## ABOUT THIS TASK
Starting at the line containing "context.lineCap = dash ? 'butt' : 'round';" and ending at the line containing "M7 537 21 530", print every line of the material below exactly, both ends included, and stop there.

## RECORDS FOR PROCESSING
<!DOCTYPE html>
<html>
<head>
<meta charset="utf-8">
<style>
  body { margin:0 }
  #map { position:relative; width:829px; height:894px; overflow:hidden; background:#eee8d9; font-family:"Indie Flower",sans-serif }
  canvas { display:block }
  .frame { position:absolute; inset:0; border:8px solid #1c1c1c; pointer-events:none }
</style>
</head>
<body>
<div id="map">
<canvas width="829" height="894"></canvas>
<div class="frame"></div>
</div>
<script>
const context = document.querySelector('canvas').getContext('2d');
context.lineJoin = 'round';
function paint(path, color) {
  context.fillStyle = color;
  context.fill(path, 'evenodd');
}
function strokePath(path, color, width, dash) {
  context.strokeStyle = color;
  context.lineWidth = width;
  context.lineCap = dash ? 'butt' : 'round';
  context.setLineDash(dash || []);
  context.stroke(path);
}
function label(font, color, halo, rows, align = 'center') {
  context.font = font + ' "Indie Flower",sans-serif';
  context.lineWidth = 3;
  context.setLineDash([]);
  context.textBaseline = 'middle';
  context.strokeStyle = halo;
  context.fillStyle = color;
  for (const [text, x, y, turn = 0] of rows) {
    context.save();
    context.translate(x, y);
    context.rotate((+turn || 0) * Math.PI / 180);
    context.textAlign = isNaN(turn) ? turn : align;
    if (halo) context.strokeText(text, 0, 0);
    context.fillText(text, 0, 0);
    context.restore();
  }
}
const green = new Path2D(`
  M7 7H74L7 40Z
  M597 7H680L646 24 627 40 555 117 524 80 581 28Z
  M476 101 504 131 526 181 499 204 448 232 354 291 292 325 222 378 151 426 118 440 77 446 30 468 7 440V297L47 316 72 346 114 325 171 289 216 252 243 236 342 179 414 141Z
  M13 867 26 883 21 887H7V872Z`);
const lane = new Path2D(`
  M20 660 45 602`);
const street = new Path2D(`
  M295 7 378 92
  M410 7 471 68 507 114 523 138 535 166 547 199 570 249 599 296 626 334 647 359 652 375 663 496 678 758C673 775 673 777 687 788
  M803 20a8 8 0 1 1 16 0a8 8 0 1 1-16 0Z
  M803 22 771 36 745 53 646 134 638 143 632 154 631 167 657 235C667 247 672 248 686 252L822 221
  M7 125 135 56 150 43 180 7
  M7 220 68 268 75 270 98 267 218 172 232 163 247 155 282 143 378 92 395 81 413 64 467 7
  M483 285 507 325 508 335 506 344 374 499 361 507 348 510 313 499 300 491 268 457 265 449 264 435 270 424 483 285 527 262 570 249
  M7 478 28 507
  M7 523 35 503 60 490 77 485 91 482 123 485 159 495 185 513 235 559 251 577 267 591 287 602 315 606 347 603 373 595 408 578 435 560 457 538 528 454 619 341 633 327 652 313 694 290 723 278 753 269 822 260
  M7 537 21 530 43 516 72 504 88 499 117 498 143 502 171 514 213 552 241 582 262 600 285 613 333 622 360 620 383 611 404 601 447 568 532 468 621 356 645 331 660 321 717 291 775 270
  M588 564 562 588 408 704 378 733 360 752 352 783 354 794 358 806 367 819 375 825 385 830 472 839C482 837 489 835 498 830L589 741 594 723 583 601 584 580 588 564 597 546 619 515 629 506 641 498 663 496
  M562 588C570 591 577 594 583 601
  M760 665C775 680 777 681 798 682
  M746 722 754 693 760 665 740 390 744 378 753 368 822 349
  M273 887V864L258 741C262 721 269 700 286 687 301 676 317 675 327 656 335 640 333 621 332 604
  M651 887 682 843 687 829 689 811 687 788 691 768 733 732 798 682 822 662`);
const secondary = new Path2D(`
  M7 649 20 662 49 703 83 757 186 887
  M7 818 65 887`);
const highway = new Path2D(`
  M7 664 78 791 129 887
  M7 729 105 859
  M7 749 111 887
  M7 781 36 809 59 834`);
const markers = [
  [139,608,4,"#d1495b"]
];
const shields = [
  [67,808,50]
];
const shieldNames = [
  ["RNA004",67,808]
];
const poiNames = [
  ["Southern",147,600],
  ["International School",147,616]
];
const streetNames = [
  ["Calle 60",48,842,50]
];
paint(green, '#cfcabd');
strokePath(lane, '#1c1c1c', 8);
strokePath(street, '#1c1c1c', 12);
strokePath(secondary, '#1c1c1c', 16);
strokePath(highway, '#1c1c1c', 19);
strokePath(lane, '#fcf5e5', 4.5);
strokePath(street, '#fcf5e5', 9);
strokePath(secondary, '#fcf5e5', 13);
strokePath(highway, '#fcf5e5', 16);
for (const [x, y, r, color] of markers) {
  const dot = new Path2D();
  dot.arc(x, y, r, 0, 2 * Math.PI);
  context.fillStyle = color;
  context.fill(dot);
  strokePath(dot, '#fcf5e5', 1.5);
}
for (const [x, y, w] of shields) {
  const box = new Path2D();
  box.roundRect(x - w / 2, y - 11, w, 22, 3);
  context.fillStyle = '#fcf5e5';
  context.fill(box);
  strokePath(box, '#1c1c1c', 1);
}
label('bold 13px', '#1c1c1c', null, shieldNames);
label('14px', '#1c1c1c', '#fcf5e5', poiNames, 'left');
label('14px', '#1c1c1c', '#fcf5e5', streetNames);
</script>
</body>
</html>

==

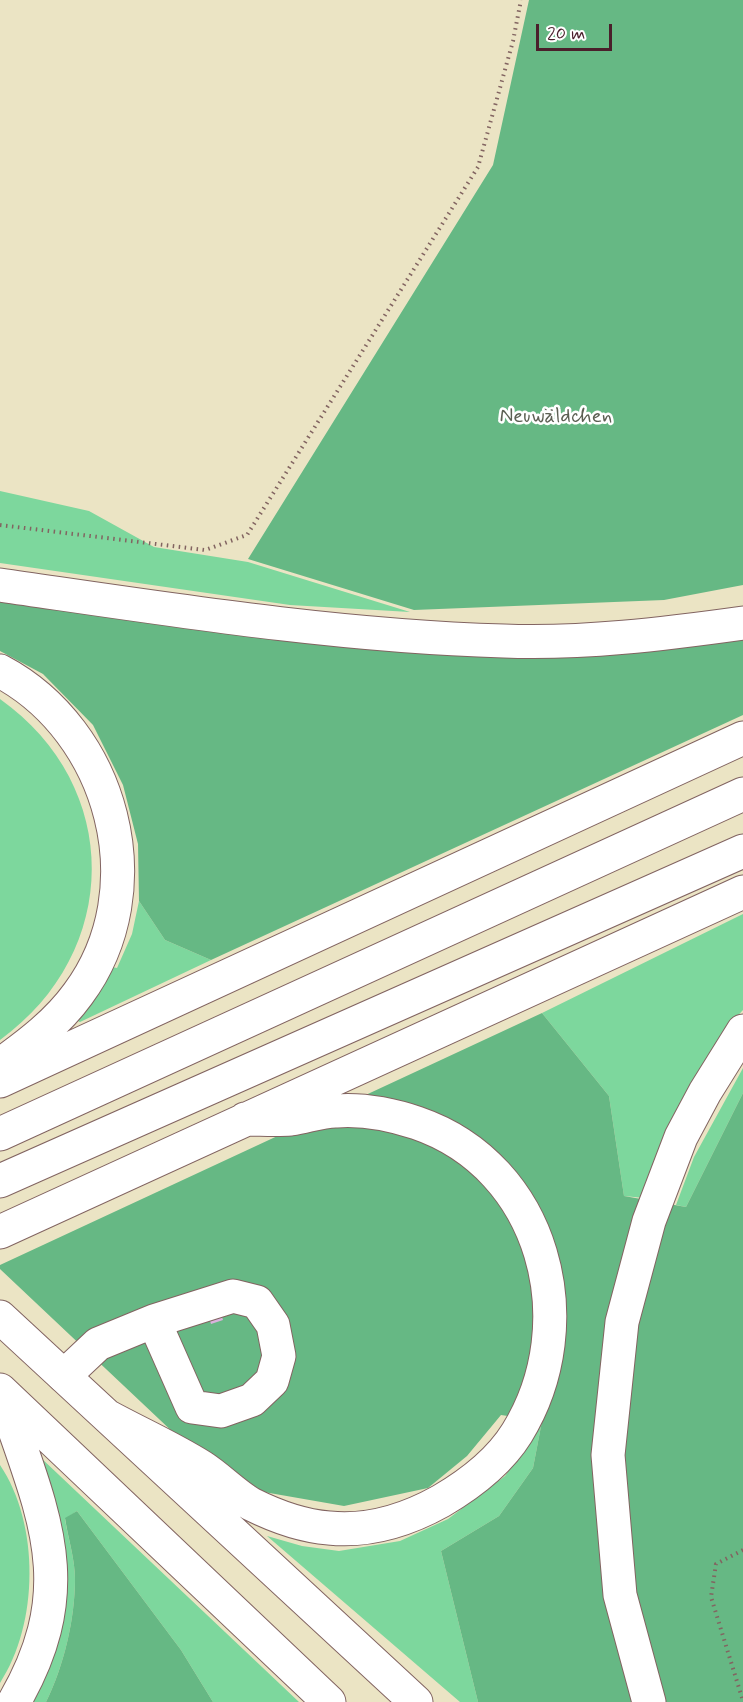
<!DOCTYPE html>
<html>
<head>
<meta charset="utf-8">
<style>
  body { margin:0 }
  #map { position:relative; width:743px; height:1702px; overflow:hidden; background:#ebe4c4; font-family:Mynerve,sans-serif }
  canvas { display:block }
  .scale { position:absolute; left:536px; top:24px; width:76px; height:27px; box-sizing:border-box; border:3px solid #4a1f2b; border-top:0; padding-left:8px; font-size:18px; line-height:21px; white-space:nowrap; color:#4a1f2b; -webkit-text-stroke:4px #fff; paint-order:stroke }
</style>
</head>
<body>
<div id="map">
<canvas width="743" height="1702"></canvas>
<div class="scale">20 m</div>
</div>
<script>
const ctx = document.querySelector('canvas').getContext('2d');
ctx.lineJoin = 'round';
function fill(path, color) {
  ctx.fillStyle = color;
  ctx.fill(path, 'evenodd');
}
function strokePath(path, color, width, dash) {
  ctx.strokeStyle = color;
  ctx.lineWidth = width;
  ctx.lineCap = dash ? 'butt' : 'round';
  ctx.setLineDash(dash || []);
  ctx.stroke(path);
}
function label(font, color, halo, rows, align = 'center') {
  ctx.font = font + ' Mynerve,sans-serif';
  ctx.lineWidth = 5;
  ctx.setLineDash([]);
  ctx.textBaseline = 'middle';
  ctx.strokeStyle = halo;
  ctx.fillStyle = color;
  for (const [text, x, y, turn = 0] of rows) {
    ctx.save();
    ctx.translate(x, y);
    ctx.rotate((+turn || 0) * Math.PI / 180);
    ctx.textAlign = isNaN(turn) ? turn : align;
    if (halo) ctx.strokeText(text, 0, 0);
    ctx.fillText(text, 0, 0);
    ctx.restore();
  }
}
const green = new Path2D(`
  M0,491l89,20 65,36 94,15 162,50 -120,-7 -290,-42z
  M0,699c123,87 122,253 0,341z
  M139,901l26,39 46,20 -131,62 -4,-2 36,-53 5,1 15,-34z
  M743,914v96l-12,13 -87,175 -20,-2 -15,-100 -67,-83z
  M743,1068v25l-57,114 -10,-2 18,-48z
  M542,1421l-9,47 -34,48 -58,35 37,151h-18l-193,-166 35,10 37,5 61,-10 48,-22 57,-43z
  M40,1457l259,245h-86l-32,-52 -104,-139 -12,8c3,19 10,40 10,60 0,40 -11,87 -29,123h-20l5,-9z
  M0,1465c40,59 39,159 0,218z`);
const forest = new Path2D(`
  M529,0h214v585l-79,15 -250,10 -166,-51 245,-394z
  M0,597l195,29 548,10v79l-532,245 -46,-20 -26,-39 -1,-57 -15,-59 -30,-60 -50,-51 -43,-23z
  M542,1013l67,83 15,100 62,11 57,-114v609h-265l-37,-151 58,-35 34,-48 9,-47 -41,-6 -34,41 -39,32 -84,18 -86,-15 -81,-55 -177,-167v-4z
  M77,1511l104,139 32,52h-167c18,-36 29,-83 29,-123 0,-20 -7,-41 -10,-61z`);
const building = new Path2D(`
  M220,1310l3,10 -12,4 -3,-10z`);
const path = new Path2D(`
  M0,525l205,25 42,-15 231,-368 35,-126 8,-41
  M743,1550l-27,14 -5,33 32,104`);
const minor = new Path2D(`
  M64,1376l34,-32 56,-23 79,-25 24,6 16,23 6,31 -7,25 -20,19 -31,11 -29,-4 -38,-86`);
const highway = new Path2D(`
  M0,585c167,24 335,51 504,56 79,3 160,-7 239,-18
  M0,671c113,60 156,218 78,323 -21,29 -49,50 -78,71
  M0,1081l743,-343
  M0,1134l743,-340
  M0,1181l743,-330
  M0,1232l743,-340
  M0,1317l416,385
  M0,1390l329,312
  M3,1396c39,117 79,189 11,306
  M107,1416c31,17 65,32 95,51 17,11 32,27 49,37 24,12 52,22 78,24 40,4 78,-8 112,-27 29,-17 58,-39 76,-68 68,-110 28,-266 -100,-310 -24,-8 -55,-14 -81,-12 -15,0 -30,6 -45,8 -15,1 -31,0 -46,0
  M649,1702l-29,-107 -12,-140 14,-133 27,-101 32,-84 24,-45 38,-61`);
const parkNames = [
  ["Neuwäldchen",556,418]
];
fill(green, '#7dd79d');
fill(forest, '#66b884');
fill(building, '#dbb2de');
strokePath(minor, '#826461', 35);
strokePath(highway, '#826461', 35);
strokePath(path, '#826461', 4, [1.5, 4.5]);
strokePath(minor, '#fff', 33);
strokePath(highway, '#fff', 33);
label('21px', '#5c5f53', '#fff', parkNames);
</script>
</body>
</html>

## TASK SOLUTION
  context.lineCap = dash ? 'butt' : 'round';
  context.setLineDash(dash || []);
  context.stroke(path);
}
function label(font, color, halo, rows, align = 'center') {
  context.font = font + ' "Indie Flower",sans-serif';
  context.lineWidth = 3;
  context.setLineDash([]);
  context.textBaseline = 'middle';
  context.strokeStyle = halo;
  context.fillStyle = color;
  for (const [text, x, y, turn = 0] of rows) {
    context.save();
    context.translate(x, y);
    context.rotate((+turn || 0) * Math.PI / 180);
    context.textAlign = isNaN(turn) ? turn : align;
    if (halo) context.strokeText(text, 0, 0);
    context.fillText(text, 0, 0);
    context.restore();
  }
}
const green = new Path2D(`
  M7 7H74L7 40Z
  M597 7H680L646 24 627 40 555 117 524 80 581 28Z
  M476 101 504 131 526 181 499 204 448 232 354 291 292 325 222 378 151 426 118 440 77 446 30 468 7 440V297L47 316 72 346 114 325 171 289 216 252 243 236 342 179 414 141Z
  M13 867 26 883 21 887H7V872Z`);
const lane = new Path2D(`
  M20 660 45 602`);
const street = new Path2D(`
  M295 7 378 92
  M410 7 471 68 507 114 523 138 535 166 547 199 570 249 599 296 626 334 647 359 652 375 663 496 678 758C673 775 673 777 687 788
  M803 20a8 8 0 1 1 16 0a8 8 0 1 1-16 0Z
  M803 22 771 36 745 53 646 134 638 143 632 154 631 167 657 235C667 247 672 248 686 252L822 221
  M7 125 135 56 150 43 180 7
  M7 220 68 268 75 270 98 267 218 172 232 163 247 155 282 143 378 92 395 81 413 64 467 7
  M483 285 507 325 508 335 506 344 374 499 361 507 348 510 313 499 300 491 268 457 265 449 264 435 270 424 483 285 527 262 570 249
  M7 478 28 507
  M7 523 35 503 60 490 77 485 91 482 123 485 159 495 185 513 235 559 251 577 267 591 287 602 315 606 347 603 373 595 408 578 435 560 457 538 528 454 619 341 633 327 652 313 694 290 723 278 753 269 822 260
  M7 537 21 530 43 516 72 504 88 499 117 498 143 502 171 514 213 552 241 582 262 600 285 613 333 622 360 620 383 611 404 601 447 568 532 468 621 356 645 331 660 321 717 291 775 270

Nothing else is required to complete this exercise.